Work to be completed
A single number is the answer here: how many lines of the entries contain "picture"?

Data to examine
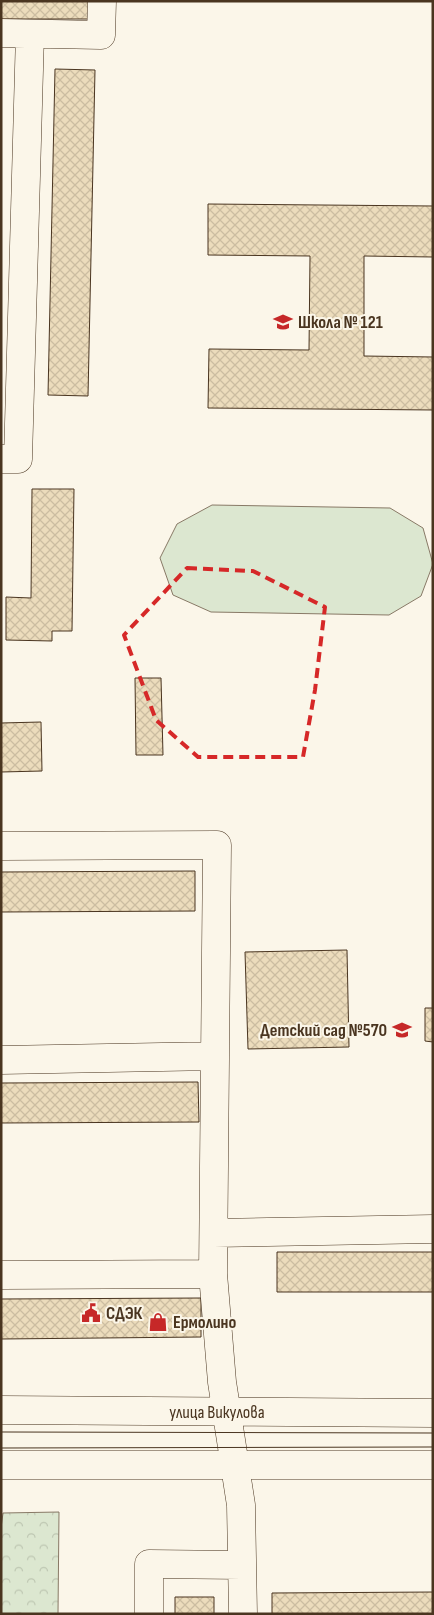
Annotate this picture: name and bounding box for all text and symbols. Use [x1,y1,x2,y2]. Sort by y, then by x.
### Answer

--

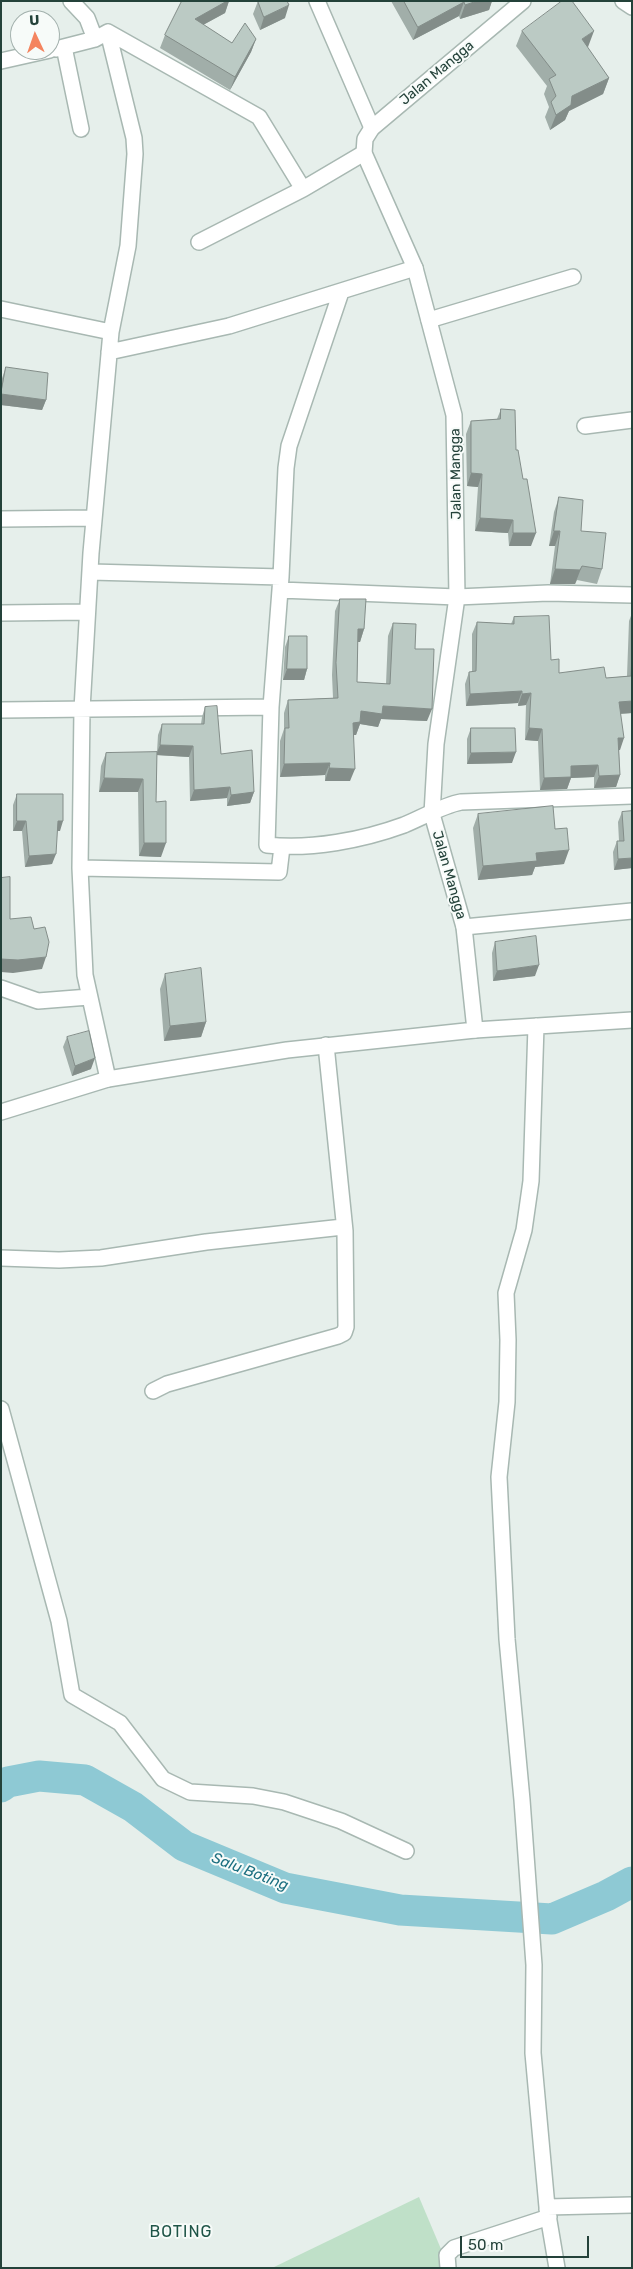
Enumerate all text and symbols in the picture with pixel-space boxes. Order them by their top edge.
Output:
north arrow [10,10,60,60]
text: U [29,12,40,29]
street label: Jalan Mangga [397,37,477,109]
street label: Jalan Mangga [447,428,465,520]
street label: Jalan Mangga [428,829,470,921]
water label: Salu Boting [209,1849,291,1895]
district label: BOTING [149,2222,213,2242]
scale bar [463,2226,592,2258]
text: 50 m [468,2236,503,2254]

Problem solution
2